### RECORDS PROVIDED

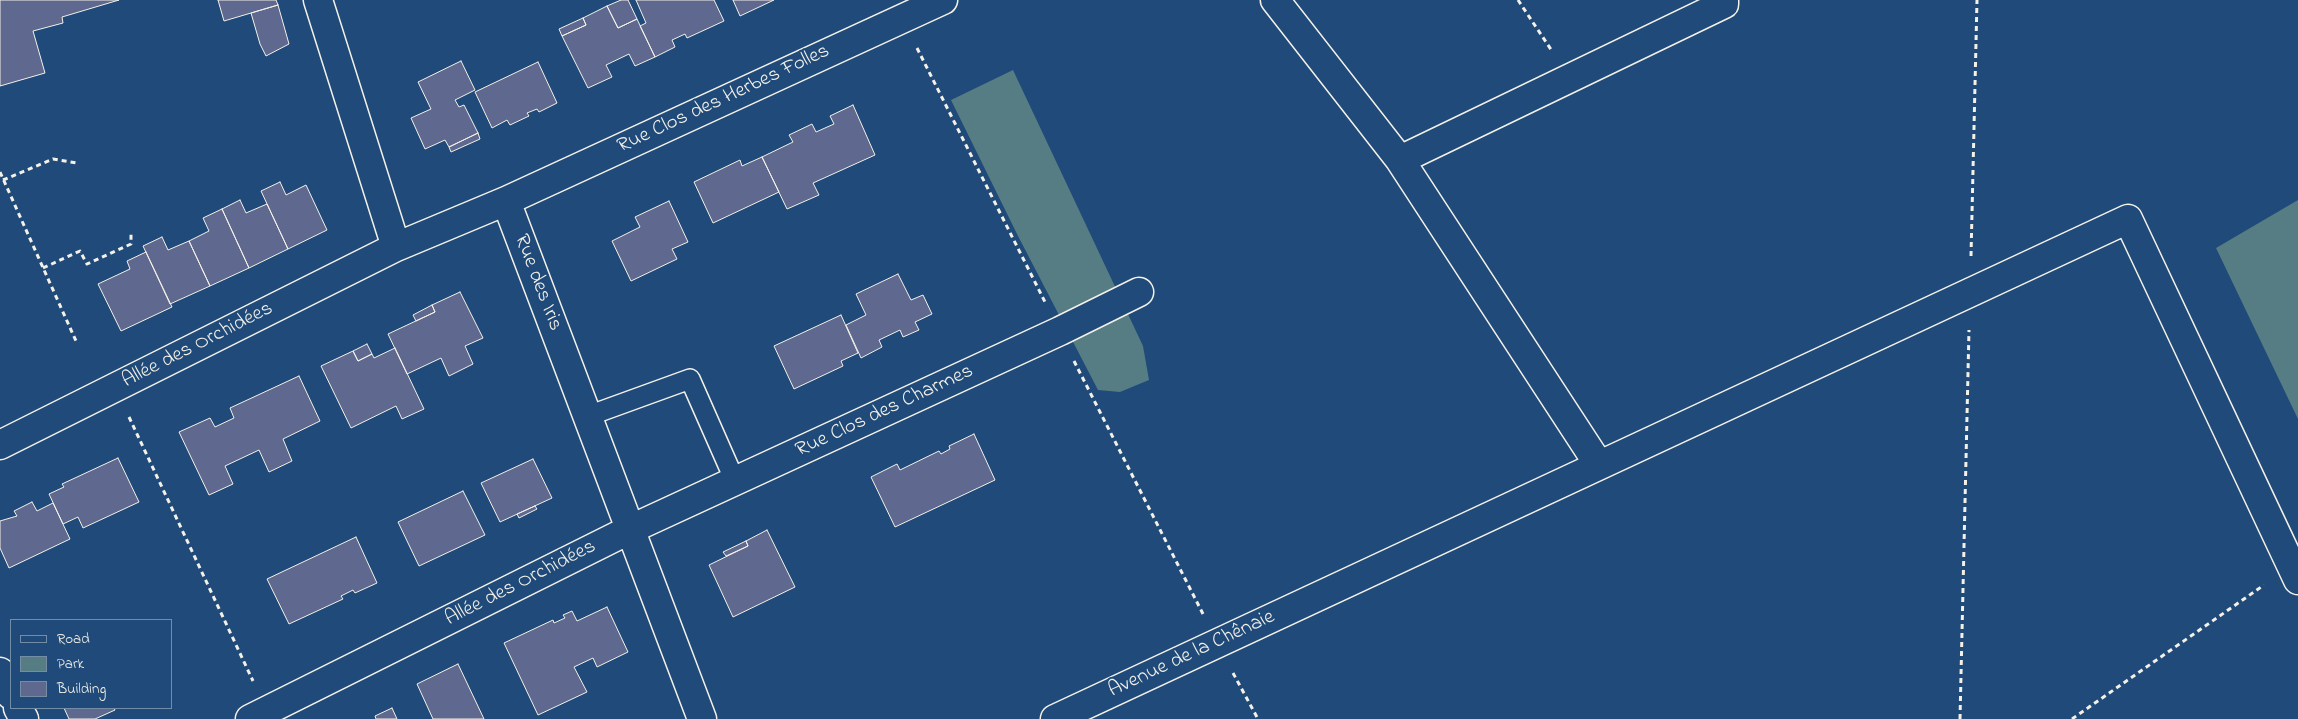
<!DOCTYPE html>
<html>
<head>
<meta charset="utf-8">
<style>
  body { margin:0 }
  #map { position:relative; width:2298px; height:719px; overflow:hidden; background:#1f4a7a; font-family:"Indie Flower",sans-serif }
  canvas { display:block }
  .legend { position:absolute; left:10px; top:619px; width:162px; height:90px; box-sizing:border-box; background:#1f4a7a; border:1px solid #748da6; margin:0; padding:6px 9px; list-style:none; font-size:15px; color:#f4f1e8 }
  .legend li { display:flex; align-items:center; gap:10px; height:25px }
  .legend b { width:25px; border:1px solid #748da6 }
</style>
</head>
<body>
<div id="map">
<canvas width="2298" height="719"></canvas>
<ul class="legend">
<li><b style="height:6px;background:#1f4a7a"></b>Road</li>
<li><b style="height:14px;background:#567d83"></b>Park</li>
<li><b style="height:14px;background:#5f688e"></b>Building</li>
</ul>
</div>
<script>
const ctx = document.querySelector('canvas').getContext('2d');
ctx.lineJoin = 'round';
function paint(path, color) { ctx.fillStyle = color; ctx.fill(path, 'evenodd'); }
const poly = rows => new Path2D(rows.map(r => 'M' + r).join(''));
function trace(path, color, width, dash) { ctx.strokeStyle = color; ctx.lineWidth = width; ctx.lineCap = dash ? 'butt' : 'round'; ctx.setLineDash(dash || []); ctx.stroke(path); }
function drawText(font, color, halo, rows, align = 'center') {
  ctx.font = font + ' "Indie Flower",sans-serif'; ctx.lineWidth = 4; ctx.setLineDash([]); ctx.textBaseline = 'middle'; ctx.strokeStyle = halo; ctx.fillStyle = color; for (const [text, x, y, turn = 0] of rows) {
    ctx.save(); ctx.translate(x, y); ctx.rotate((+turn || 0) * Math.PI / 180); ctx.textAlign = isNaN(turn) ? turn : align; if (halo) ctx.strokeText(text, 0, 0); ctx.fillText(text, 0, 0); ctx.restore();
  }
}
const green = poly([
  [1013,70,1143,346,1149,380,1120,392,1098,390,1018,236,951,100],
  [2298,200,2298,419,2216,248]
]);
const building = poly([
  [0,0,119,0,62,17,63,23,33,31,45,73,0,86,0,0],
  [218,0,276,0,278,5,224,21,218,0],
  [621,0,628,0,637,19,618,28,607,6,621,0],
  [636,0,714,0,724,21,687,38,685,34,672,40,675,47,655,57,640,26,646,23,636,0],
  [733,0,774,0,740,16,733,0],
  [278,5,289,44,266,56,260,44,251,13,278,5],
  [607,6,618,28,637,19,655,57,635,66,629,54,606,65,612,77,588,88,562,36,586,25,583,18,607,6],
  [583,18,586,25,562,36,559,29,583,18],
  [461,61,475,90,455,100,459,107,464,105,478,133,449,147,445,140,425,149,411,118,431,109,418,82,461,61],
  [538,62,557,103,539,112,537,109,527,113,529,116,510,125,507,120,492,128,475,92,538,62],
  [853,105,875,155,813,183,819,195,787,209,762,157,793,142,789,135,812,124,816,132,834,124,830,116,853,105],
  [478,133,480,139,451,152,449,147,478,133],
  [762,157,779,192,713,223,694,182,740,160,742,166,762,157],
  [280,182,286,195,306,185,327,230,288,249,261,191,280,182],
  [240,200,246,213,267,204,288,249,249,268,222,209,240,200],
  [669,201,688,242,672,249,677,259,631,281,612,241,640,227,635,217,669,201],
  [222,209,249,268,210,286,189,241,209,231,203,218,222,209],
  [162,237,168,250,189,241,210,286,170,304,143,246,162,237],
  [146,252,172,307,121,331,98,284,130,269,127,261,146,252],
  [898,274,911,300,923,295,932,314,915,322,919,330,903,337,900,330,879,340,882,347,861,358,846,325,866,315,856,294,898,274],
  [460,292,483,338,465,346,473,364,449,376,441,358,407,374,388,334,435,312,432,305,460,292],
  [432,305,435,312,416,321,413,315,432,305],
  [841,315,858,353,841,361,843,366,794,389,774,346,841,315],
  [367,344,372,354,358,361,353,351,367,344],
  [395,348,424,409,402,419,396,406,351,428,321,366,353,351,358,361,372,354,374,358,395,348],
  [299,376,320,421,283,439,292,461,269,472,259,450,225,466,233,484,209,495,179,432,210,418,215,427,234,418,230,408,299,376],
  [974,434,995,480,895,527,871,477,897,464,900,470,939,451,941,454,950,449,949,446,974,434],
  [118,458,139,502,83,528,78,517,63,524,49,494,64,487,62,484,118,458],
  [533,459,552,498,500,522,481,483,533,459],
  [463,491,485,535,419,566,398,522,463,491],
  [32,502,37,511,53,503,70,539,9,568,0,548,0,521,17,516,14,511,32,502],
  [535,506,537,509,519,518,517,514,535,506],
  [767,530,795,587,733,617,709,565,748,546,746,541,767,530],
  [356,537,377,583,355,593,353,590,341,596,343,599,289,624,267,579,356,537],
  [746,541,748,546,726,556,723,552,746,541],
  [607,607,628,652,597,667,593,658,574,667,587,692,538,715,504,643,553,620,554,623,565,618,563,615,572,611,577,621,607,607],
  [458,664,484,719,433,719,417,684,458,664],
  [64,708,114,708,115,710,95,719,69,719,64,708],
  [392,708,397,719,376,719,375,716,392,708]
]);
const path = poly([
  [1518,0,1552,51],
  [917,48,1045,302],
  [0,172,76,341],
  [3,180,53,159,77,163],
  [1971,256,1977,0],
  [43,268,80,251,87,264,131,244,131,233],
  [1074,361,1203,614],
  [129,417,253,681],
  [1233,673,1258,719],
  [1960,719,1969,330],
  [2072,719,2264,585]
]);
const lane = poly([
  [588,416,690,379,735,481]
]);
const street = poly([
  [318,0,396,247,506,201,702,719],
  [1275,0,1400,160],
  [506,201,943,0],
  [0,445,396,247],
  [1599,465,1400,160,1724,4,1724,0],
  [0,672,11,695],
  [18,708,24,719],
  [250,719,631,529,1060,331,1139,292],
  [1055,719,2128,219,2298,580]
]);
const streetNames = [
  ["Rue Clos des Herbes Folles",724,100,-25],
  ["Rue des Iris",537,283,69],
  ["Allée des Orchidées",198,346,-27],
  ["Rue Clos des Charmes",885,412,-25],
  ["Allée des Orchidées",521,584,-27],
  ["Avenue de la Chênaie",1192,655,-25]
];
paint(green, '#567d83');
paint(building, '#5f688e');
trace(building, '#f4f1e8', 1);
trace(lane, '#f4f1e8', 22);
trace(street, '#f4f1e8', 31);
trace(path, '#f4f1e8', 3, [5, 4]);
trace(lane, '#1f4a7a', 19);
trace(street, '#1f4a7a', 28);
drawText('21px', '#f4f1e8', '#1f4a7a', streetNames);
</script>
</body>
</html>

######

WHAT THIS TASK INVOLVES:
Find the lines above that contain the word "strokeStyle" and copy each one.

YOUR SOLUTION:
function trace(path, color, width, dash) { ctx.strokeStyle = color; ctx.lineWidth = width; ctx.lineCap = dash ? 'butt' : 'round'; ctx.setLineDash(dash || []); ctx.stroke(path); }
  ctx.font = font + ' "Indie Flower",sans-serif'; ctx.lineWidth = 4; ctx.setLineDash([]); ctx.textBaseline = 'middle'; ctx.strokeStyle = halo; ctx.fillStyle = color; for (const [text, x, y, turn = 0] of rows) {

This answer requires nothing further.